→ WHAT IS EXPECTED
Among the records, which lines hold the word "ARABAKONAK"? Pick them out.

┄┄┄┄┄┄┄┄┄┄┄┄┄┄┄┄┄┄┄┄

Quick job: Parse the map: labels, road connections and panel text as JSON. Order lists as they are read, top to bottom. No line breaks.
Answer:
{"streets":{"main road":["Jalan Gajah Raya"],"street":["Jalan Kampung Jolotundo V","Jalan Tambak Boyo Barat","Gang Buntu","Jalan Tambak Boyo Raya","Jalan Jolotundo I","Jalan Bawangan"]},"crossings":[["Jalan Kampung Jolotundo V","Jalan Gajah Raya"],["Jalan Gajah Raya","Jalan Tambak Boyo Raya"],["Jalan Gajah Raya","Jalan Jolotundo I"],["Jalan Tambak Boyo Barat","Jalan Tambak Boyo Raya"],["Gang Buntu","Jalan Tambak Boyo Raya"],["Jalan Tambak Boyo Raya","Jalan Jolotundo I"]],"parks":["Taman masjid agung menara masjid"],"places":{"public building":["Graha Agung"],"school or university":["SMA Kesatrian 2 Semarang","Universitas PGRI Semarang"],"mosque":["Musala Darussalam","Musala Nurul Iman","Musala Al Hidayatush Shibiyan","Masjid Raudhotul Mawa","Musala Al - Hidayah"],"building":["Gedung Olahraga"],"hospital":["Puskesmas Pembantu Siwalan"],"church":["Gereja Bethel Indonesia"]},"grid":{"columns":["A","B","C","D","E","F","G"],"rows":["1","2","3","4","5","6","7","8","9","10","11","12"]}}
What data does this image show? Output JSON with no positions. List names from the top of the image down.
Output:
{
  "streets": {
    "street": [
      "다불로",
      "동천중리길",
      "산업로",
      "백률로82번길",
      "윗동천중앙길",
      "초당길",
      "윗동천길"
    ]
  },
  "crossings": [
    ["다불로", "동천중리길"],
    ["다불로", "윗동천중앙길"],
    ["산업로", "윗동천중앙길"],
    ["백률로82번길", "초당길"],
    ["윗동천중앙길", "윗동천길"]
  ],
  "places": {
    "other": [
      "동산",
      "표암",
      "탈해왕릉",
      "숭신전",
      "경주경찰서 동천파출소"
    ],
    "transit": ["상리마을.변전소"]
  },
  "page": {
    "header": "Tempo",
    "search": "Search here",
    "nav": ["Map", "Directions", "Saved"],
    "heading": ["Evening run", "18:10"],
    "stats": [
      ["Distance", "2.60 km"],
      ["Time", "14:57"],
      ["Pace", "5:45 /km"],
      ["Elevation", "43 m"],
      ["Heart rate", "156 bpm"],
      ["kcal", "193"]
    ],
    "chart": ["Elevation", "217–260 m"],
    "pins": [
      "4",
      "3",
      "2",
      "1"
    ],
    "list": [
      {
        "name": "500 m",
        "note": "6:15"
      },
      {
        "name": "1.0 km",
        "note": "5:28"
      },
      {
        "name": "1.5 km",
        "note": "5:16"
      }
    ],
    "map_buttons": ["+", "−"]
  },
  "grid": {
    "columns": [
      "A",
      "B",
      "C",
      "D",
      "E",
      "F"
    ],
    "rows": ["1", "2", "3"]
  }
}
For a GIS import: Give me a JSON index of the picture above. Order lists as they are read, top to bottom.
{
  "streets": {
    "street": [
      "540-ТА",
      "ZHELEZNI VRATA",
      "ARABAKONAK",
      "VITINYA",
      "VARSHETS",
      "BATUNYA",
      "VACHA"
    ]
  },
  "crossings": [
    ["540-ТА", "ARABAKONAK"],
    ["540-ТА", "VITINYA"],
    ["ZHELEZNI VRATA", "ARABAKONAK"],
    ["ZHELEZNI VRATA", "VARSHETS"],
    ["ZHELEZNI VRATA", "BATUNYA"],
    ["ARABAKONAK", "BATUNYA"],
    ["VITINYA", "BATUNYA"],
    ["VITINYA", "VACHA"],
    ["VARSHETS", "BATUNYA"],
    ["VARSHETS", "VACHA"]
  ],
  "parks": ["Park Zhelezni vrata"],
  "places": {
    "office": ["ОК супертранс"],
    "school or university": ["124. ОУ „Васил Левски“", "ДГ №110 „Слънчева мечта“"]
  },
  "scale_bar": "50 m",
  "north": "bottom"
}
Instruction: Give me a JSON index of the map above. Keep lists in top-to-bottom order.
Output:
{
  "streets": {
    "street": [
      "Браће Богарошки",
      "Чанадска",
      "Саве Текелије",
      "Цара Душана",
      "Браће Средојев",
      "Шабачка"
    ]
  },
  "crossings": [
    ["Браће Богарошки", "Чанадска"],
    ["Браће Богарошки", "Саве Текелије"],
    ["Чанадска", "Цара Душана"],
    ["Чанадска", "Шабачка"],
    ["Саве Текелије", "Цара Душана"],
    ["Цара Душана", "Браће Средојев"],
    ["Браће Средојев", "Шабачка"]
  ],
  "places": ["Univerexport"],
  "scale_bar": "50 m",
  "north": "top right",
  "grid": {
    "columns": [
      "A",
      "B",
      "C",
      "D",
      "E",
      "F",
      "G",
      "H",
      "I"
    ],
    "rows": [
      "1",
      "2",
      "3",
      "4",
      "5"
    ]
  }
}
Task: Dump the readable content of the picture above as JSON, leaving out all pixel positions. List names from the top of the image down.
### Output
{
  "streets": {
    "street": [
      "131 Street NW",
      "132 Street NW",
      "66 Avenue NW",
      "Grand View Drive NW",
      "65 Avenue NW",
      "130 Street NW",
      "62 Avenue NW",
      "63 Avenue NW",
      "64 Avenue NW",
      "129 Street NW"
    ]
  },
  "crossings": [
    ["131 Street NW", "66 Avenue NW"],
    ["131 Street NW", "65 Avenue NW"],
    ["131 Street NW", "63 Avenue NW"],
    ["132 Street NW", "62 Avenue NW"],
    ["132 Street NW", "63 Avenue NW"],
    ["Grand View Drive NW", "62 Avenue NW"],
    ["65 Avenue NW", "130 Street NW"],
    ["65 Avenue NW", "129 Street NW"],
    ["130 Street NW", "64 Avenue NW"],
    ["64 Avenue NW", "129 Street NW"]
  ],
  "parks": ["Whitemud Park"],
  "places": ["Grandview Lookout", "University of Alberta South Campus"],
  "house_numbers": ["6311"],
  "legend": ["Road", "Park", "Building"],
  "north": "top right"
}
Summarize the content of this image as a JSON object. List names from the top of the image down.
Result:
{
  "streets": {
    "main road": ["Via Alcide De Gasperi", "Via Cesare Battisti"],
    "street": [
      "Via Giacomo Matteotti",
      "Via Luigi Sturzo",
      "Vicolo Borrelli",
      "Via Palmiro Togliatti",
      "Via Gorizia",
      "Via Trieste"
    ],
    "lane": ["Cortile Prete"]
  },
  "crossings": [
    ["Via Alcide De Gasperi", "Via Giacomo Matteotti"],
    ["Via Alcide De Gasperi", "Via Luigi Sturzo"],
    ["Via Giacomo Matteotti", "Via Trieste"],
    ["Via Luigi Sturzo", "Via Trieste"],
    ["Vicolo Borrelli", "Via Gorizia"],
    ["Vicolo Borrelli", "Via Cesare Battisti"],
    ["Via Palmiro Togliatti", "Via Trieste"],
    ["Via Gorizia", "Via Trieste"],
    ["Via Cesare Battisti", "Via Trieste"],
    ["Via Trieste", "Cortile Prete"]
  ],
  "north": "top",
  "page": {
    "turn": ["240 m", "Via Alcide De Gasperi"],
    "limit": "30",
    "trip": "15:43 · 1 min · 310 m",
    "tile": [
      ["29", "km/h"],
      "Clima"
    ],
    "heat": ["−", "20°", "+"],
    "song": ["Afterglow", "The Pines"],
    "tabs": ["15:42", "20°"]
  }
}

┄┄┄┄┄┄┄┄┄┄┄┄┄┄┄┄┄┄┄┄

→ OUTPUT OF THE TASK
      "ARABAKONAK",
    ["540-ТА", "ARABAKONAK"],
    ["ZHELEZNI VRATA", "ARABAKONAK"],
    ["ARABAKONAK", "BATUNYA"],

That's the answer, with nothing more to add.